Lynn and John Muter were married in Ohio in 1983 and had two children. The family moved to North Carolina in 1998, but wife (Lynn) and the children returned to Ohio later that same year. In October 2007, wife filed a complaint seeking divorce, spousal support, property distribution, child custody and child support in the State of Ohio. After the Ohio court entered a temporary order for spousal support, child support and child custody, husband moved to stay the Ohio action and to set aside the temporary support orders but both requests were denied by the Ohio court.
Husband also filed a complaint in North Carolina requesting absolute divorce and property distribution and asking that the North Carolina court determine spousal support. Wife filed a motion to dismiss for lack of personal and subject matter jurisdiction and she requested that the court stay the North Carolina proceeding until the resolution of the claims pending in Ohio. The North Carolina court denied wife’s motion for a stay. The North Carolina court then heard and granted husband’s request for absolute divorce. The Ohio court thereafter dismissed all of wife’s claims pending in that state on the basis that the absolute divorce had been granted in North Carolina.
Wife appealed the decision of the North Carolina court, arguing that the trial court erred in refusing her request to stay the North Carolina action.
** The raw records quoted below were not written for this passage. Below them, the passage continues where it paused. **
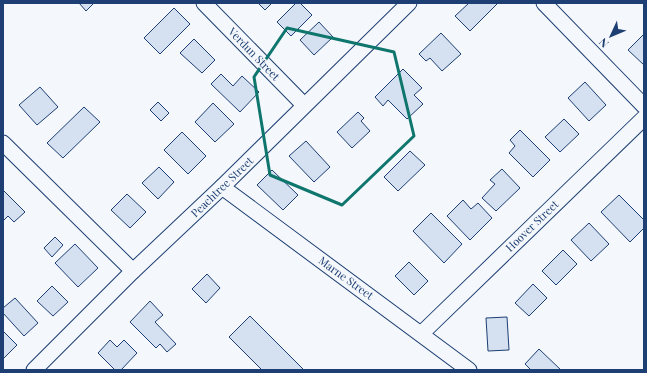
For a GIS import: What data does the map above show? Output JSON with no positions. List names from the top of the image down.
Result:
{
  "streets": {
    "street": [
      "Verdun Street",
      "Peachtree Street",
      "Hoover Street",
      "Marne Street"
    ]
  },
  "crossings": [
    ["Verdun Street", "Peachtree Street"],
    ["Peachtree Street", "Marne Street"],
    ["Hoover Street", "Marne Street"]
  ],
  "north": "bottom left"
}
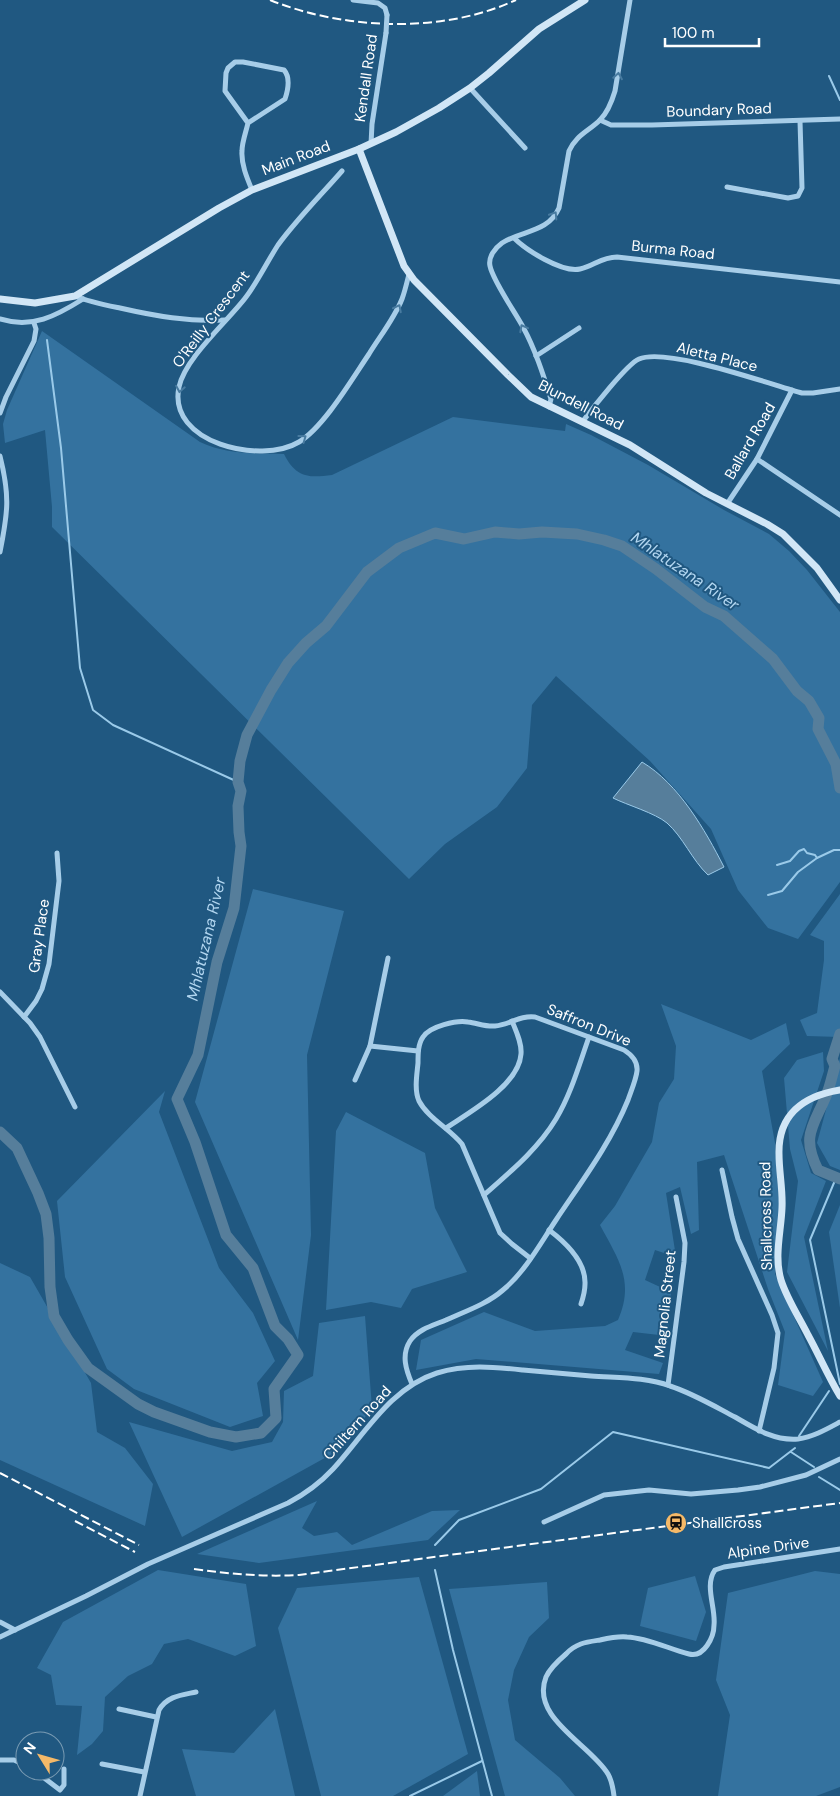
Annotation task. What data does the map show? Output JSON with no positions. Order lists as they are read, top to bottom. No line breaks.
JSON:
{"streets":{"street":["Kendall Road","Boundary Road","Main Road","Burma Road","O'Reilly Crescent","Aletta Place","Blundell Road","Ballard Road","Gray Place","Saffron Drive","Shallcross Road","Magnolia Street","Chiltern Road","Alpine Drive"]},"crossings":[["Kendall Road","Main Road"],["Main Road","Blundell Road"],["O'Reilly Crescent","Blundell Road"],["Aletta Place","Blundell Road"],["Aletta Place","Ballard Road"],["Blundell Road","Ballard Road"],["Saffron Drive","Chiltern Road"],["Magnolia Street","Chiltern Road"]],"water":["Mhlatuzana River"],"places":{"station":["Shallcross"]},"scale_bar":"100 m","north":"top left"}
The court of appeals affirmed the trial court, holding that if a trial court considers the relevant factors, the appellate court will defer to the trial court’s determination of whether a stay should be granted.
Factors to determine whether stay is required to avoid “substantial injustice”
The court in Muter stated that pursuant to G.S. 1-75.12, “[t]he essential question for the trial court is whether allowing the matter to continue in North Carolina would work a substantial injustice on the moving party.” In making this determination, a trial court may consider the following factors:
(1) the nature of the case, (2) the convenience of the witnesses, (3) the availability of compulsory process to produce witnesses, (4) the relative ease of access to sources of proof, (5) the applicable law, (6) the burden of litigating matters not of local concern, (7) the desirability of litigating matters of local concern in local courts, (8) convenience and access to another forum, (9) choice of forum by plaintiff, and (10) all other practical considerations.
Muter, 203 NC App at 132.
The court of appeals held that the trial court considered each of the suggested factors and listed the following findings of fact in the trial court order as examples:
“31. Nature of the Case: This action involves the application for equitable distribution and spousal support, as pleaded by both parties.
32.Applicable Law: North Carolina law applies as to all aspects of this action.
33. Convenience of Witnesses: Those who may testify as to the date of separation and the assets which may be subject to equitable distribution will be predominantly from North Carolina.
34. Process to Compel Witness Attendance: North Carolina law is well suited [sic] to compel attendance of in-state witnesses, and to obtain the testimony of out-of-state witnesses.
35. Ease of Access to Sources of Proof: Because almost all of the assets, both personal and real property, which may be subject to equitable distribution are located in North Carolina, North Carolina offers the easiest access to sources of proof.”
Muter, 203 NC App at 133.
The burden is on the party requesting the stay
The court in Muter pointed out that the burden is on the party requesting the stay to prove that proceeding in North Carolina would work a substantial injustice. The court held that it is not the job of the trial court to determine “the most convenient or ideal venue for resolving the matter but only to determine whether [the moving party] proved that proceeding in North Carolina would work a substantial injustice on her.” Muter, 203 NC App at 134.